• [What the task asks]: Once every line below with "stream" has been counted, state the total and nothing else.

• [Material for this exercise]:

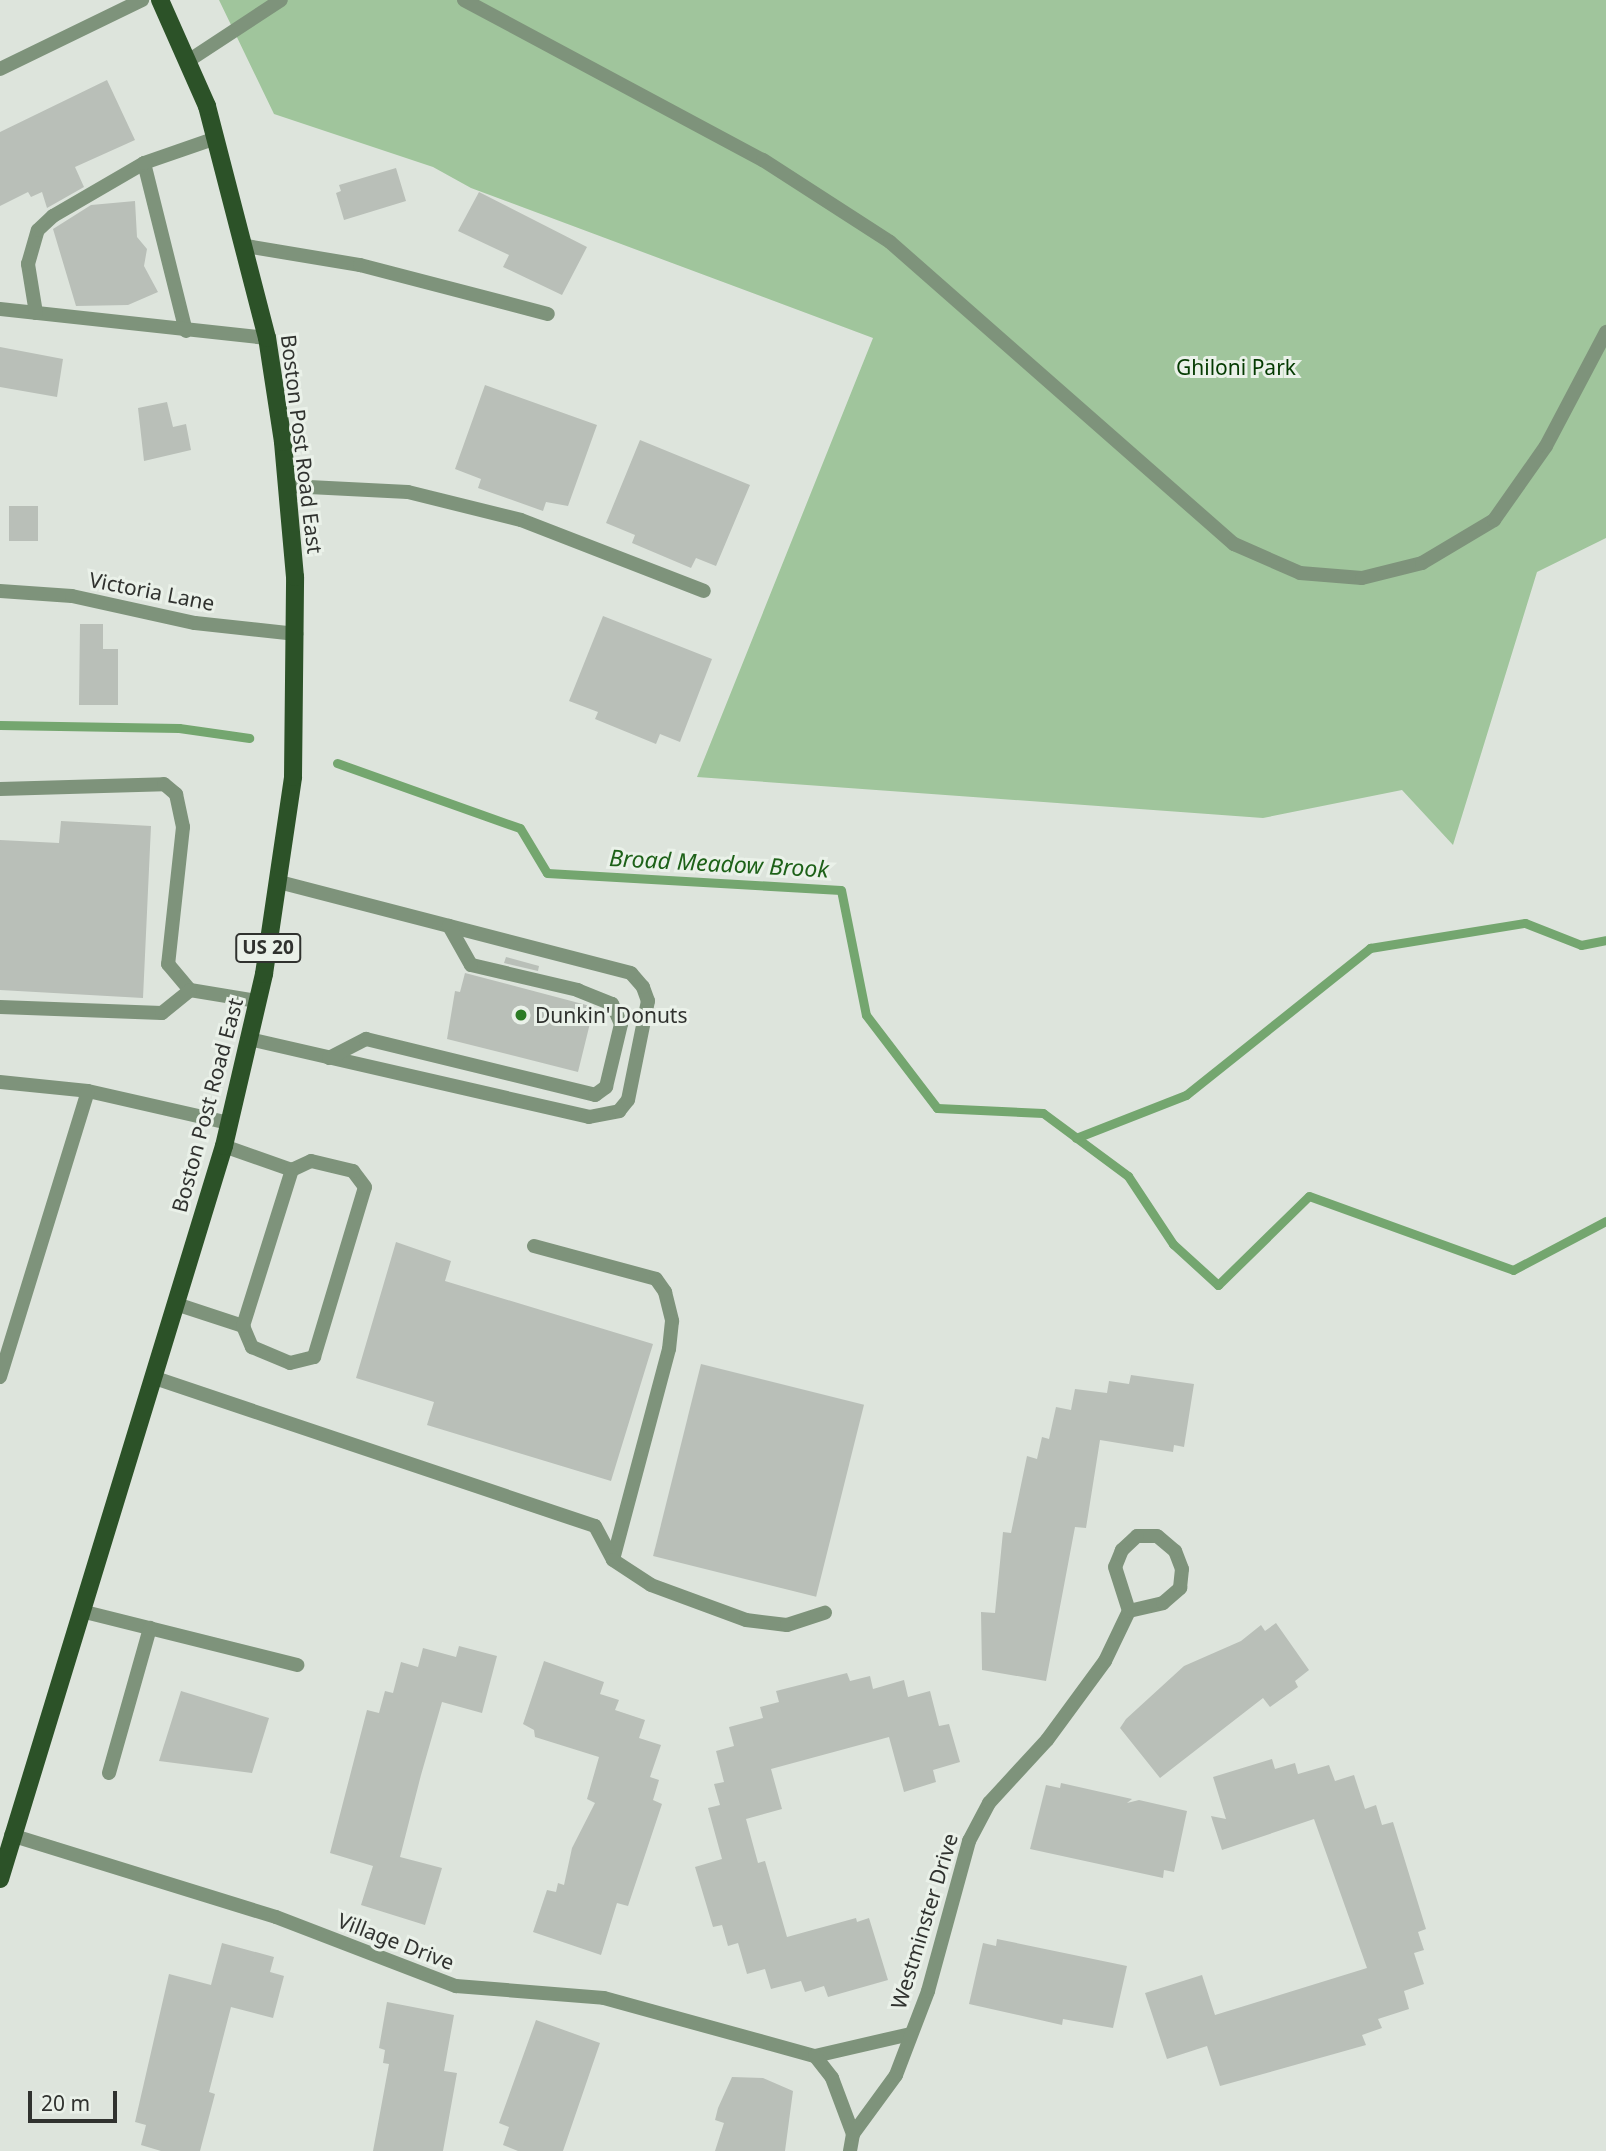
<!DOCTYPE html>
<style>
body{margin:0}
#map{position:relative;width:1606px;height:2151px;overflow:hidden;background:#dde4dc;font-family:"Noto Sans",sans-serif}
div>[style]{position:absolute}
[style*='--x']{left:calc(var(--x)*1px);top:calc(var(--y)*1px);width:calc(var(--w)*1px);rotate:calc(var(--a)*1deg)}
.green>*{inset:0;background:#a0c59c}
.stream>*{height:9px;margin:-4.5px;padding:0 4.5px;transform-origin:4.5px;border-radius:4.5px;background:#74a66f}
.building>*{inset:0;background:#b9bfb8;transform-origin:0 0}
.service>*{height:14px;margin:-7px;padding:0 7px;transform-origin:7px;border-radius:7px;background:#7e937b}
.minor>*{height:14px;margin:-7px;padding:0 7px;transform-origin:7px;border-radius:7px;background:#7e937b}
.primary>*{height:18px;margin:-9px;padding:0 9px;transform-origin:9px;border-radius:9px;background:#2c5228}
.dots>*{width:19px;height:19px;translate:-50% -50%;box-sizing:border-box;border:4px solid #eaf1e9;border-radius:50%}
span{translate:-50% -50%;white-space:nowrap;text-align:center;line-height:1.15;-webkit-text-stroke:6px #eaf1e9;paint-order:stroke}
.shield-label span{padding:2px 5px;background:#eaf1e9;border:2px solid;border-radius:5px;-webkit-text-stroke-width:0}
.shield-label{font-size:19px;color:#30322f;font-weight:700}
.park-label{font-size:21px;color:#043a01}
.street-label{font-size:21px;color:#30322f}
.poi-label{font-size:21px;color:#30322f}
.left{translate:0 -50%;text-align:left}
.water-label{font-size:23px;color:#1d6118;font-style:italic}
.scale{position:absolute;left:28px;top:2091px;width:89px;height:32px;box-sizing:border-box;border:4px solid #30322f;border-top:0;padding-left:9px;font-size:21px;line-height:24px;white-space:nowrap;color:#30322f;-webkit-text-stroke:5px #eaf1e9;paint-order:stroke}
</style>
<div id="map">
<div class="green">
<i style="clip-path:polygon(219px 0,1606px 0,1606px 538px,1537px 572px,1453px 845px,1402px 790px,1263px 818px,697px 777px,873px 338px,471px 188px,433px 167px,274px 114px)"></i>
</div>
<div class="stream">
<i style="--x:0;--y:725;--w:179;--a:1"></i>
<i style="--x:179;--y:728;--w:71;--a:8.1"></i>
<i style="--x:337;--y:763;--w:194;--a:19.6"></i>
<i style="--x:520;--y:828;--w:52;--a:59"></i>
<i style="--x:547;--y:873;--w:294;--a:3.3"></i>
<i style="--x:841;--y:890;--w:127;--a:78.7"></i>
<i style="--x:866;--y:1015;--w:117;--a:52.6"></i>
<i style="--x:937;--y:1108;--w:106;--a:2.7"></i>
<i style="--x:1043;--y:1113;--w:106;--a:36.5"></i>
<i style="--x:1128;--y:1176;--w:82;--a:56.5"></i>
<i style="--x:1173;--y:1244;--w:61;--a:42.3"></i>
<i style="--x:1218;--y:1285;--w:127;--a:-44.4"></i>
<i style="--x:1309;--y:1196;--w:217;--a:19.9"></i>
<i style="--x:1513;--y:1270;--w:105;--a:-27.8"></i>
<i style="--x:1076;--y:1138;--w:118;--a:-21.4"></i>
<i style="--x:1186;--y:1095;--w:236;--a:-38.6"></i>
<i style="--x:1370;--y:948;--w:157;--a:-9.2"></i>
<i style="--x:1525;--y:923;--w:60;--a:21.4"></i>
<i style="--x:1581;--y:945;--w:25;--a:-11"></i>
</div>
<div class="building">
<i style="clip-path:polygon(107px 80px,135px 140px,75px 167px,84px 187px,47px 208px,42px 192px,31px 197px,28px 192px,0 206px,0 132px)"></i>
<i style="clip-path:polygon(396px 168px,406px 201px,344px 220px,336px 193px,341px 191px,339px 185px)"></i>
<i style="clip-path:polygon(479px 192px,587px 247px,562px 295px,503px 267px,509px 255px,458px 231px)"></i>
<i style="clip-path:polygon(135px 201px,137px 237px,147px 249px,144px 266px,158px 292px,128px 305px,76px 306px,53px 229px,91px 205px)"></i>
<i style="clip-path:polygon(0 347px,63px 359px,57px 397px,0 387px)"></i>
<i style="clip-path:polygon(485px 385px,597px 425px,568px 506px,546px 502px,543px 511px,478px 488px,481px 479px,455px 469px)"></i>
<i style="clip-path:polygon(167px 402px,173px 427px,186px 424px,191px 450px,144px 461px,138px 408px)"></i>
<i style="clip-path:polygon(640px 440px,750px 485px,716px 566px,696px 558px,691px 568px,632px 543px,635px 535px,606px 523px)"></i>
<i style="left:9px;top:506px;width:29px;height:35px"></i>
<i style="clip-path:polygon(603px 616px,712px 659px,680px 742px,660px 734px,656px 744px,595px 719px,598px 712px,569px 701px)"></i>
<i style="clip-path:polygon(80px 624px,103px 624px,103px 649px,118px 649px,118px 705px,79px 705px)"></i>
<i style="clip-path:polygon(61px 821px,151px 826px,143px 998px,0 990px,0 840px,59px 843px)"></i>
<i style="clip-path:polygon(506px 957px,539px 966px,538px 971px,504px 963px)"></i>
<i style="clip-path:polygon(465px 973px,594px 1007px,578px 1072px,447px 1039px,455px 991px,460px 992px)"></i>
<i style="clip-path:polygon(396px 1242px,451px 1261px,445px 1281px,653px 1344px,611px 1481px,427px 1425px,434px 1402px,356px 1378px)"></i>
<i style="left:701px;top:1364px;width:168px;height:198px;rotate:14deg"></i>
<i style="clip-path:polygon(1131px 1375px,1194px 1384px,1184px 1447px,1174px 1445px,1173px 1452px,1100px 1440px,1086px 1528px,1075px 1527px,1046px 1681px,982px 1670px,981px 1612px,995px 1613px,1003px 1532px,1011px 1533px,1027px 1456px,1037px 1459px,1042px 1437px,1049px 1439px,1056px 1407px,1071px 1410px,1075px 1389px,1107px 1393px,1109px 1381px,1129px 1384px)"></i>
<i style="clip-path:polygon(1276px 1623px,1309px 1670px,1295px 1681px,1298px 1687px,1270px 1707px,1263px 1698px,1160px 1778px,1120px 1728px,1126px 1719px,1184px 1666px,1241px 1641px,1261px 1625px,1265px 1631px)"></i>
<i style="clip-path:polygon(459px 1646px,497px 1656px,482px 1713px,442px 1702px,421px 1775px,400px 1857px,442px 1868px,425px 1925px,361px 1905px,373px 1866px,330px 1853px,367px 1710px,379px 1713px,385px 1691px,393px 1693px,401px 1662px,418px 1667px,423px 1648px,456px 1657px)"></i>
<i style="clip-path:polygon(544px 1661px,604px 1682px,600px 1694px,619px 1700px,615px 1710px,645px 1720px,639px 1738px,661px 1745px,650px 1777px,659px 1780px,653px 1800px,662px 1804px,628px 1906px,617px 1903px,601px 1955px,533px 1932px,547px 1890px,556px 1892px,558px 1883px,564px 1885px,572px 1848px,595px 1803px,587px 1799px,599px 1757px,535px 1737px,534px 1730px,523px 1724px)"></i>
<i style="clip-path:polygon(847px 1673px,850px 1681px,870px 1676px,873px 1689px,904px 1680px,908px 1697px,930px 1691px,939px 1726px,949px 1724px,960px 1762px,933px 1770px,936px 1782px,904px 1792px,889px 1737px,771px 1769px,782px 1809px,746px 1819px,758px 1863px,765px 1861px,787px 1937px,856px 1918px,857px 1922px,869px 1918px,888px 1980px,828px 1997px,824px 1986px,805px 1992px,801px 1981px,771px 1989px,765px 1969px,747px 1974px,738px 1943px,728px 1946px,722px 1925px,713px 1927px,695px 1867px,722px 1859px,708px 1808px,720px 1805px,714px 1784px,724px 1782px,716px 1751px,734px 1746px,729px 1727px,763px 1718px,760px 1707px,779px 1702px,776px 1691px)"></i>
<i style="clip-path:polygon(181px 1691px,269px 1718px,252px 1773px,159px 1761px)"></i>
<i style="clip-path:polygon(1272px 1759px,1275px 1769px,1295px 1763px,1298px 1774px,1329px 1765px,1335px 1781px,1354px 1775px,1365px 1809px,1376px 1805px,1382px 1825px,1393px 1822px,1426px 1929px,1418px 1932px,1424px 1950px,1414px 1953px,1424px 1984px,1404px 1991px,1409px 2009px,1378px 2019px,1382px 2028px,1362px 2035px,1366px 2045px,1220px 2086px,1207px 2046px,1167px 2059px,1145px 1993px,1202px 1975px,1215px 2015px,1367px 1968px,1314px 1819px,1222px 1850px,1211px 1816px,1226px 1819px,1213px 1777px)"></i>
<i style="clip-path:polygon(1061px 1783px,1132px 1799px,1127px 1803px,1139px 1800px,1187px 1811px,1174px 1872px,1164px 1870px,1163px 1878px,1030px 1849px,1046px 1785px,1060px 1788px)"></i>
<i style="clip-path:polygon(997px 1939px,1127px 1966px,1113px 2028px,1063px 2019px,1062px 2025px,969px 2004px,983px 1943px,996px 1946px)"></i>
<i style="clip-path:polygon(222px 1943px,274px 1957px,270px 1972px,284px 1976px,273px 2018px,231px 2007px,209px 2092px,215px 2094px,200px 2151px,161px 2151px,141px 2145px,146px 2125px,135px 2122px,169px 1974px,211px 1985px)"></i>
<i style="clip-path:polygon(387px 2002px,454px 2015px,444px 2071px,457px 2073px,443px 2151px,373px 2151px,389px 2064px,383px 2063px,385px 2050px,379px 2048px)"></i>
<i style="clip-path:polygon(536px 2020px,600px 2043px,563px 2151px,518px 2151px,503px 2145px,509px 2127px,499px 2123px)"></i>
<i style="clip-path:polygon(732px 2077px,763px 2078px,793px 2091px,785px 2151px,715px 2151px,724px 2123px,715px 2120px,718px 2108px)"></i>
</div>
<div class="service">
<i style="--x:464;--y:0;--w:339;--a:28.2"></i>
<i style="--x:763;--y:160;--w:151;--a:32.8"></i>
<i style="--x:890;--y:242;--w:458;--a:41.3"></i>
<i style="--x:1234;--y:544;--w:72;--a:23.7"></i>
<i style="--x:1300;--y:573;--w:62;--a:4.6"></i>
<i style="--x:1362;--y:578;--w:62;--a:-14"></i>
<i style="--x:1422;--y:563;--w:84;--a:-30.8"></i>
<i style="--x:1494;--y:520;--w:90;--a:-54.9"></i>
<i style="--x:1546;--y:446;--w:129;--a:-62.2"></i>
<i style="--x:188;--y:61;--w:111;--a:-33.3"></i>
<i style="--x:0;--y:69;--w:158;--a:-25.9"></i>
<i style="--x:144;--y:163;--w:173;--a:76"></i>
<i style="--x:246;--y:246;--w:116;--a:9.5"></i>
<i style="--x:360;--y:265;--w:194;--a:14.6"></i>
<i style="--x:0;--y:309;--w:269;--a:6.2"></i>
<i style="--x:36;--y:313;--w:50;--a:-99.3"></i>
<i style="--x:28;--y:264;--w:35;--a:-74"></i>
<i style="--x:38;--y:230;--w:21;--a:-43"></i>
<i style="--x:53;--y:216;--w:105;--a:-30.2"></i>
<i style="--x:144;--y:163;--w:76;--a:-19.1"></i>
<i style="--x:289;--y:486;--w:119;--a:2.9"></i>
<i style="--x:408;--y:492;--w:116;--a:13.9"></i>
<i style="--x:521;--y:520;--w:196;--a:21.2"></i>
<i style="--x:0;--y:789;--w:164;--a:-1.7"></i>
<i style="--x:164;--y:784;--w:16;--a:40"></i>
<i style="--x:176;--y:794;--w:34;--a:78"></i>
<i style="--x:183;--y:827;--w:138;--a:96.2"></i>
<i style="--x:168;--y:964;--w:34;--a:50"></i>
<i style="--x:190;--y:990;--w:68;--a:9.3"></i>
<i style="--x:0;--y:1007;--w:162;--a:2.1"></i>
<i style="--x:162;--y:1013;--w:36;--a:-39"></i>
<i style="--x:249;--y:1039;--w:349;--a:12.9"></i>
<i style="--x:589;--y:1117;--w:31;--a:-11"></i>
<i style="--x:619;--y:1111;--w:14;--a:-51"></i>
<i style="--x:628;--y:1100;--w:101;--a:-78.6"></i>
<i style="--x:648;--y:1001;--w:15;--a:-110"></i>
<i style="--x:643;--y:987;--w:18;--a:-131"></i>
<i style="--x:631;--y:973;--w:363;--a:-165.5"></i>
<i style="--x:329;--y:1058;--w:42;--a:-27.2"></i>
<i style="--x:366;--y:1039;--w:236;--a:13.7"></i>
<i style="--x:595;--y:1095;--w:14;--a:-36"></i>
<i style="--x:606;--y:1087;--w:65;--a:-76.6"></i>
<i style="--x:621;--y:1024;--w:22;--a:-114"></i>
<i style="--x:612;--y:1004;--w:37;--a:-158"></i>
<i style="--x:578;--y:990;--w:110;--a:-166.8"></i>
<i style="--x:471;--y:965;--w:45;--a:-119.4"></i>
<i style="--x:0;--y:1082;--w:88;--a:5.8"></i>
<i style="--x:88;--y:1091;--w:145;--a:12.8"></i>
<i style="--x:534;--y:1246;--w:126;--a:15.1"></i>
<i style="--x:656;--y:1279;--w:16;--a:55"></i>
<i style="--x:665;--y:1292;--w:30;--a:76"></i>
<i style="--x:672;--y:1321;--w:28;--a:96"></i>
<i style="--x:669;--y:1349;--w:218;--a:104.9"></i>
<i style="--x:176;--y:1304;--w:71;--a:18.2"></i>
<i style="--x:243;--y:1326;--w:23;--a:67"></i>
<i style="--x:252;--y:1347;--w:41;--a:22.8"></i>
<i style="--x:290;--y:1363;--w:25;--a:-14"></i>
<i style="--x:314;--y:1357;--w:177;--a:-73.3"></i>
<i style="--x:365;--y:1187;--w:20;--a:-127"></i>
<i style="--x:353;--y:1171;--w:43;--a:-166.6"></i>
<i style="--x:311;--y:1161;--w:21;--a:155"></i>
<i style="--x:292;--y:1170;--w:72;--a:-160.6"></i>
<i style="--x:243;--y:1326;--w:164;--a:-72.6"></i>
<i style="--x:0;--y:1377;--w:299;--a:-72.9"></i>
<i style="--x:152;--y:1377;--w:467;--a:18.6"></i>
<i style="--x:595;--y:1526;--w:38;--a:62"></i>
<i style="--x:613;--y:1560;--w:45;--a:33.3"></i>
<i style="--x:651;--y:1585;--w:101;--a:20.2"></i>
<i style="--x:746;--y:1620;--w:41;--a:7"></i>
<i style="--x:787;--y:1625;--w:40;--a:-18"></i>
<i style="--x:81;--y:1611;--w:223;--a:14"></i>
<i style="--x:109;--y:1773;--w:151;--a:-74.2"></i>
</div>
<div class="minor">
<i style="--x:0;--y:591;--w:72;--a:4"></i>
<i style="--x:72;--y:596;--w:126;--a:12.4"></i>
<i style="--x:195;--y:623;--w:102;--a:6.2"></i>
<i style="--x:11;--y:1835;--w:277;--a:17.2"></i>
<i style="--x:276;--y:1917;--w:193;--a:21"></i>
<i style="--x:456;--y:1986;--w:148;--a:4.6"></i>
<i style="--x:604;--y:1998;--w:219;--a:15.4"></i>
<i style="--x:815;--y:2056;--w:98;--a:-13"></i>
<i style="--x:815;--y:2056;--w:28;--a:52"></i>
<i style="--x:832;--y:2078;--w:60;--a:69.4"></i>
<i style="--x:850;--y:2151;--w:17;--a:-80"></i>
<i style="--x:853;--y:2134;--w:73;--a:-53.9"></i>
<i style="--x:896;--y:2075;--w:90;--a:-69.1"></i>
<i style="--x:928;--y:1991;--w:156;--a:-74.7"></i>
<i style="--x:969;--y:1841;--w:43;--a:-62.2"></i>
<i style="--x:989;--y:1803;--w:86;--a:-47.4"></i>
<i style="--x:1047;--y:1740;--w:98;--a:-53.7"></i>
<i style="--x:1105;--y:1661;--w:55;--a:-64.4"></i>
<i style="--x:1129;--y:1611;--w:35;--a:-13"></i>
<i style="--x:1163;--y:1603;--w:23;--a:-41"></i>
<i style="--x:1180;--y:1588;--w:19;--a:-84"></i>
<i style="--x:1182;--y:1569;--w:19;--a:-111"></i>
<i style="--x:1175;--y:1551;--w:23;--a:-140"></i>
<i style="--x:1157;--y:1536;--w:20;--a:180"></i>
<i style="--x:1137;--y:1536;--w:21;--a:137"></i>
<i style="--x:1122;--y:1550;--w:18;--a:112"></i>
<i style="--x:1115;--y:1567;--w:46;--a:72.3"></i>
</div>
<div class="primary">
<i style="--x:0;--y:1879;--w:766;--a:-73.01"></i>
<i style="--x:224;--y:1146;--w:177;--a:-76.9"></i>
<i style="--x:264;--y:974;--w:199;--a:-81.6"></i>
<i style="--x:293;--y:777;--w:200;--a:-89.4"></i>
<i style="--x:295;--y:577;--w:136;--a:-95.1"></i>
<i style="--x:283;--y:442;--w:105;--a:-98.7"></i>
<i style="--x:267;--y:338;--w:240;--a:-104.5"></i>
<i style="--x:207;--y:106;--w:116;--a:-113.9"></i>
</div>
<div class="dots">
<i style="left:521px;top:1015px;background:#2c7c25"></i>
</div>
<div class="shield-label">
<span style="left:268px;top:948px">US 20</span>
</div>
<div class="park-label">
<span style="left:1236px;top:367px">Ghiloni Park</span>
</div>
<div class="street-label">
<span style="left:302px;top:444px;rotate:83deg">Boston Post Road East</span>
<span style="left:152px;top:591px;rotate:11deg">Victoria Lane</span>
<span style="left:207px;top:1105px;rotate:-75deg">Boston Post Road East</span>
<span style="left:924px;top:1921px;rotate:-73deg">Westminster Drive</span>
<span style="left:396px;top:1941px;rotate:21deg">Village Drive</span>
</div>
<div class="poi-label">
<span class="left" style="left:535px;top:1015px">Dunkin' Donuts</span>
</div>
<div class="water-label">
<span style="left:719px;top:863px;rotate:3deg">Broad Meadow Brook</span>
</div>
<div class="scale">20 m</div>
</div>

• [Answer to the problem]: 2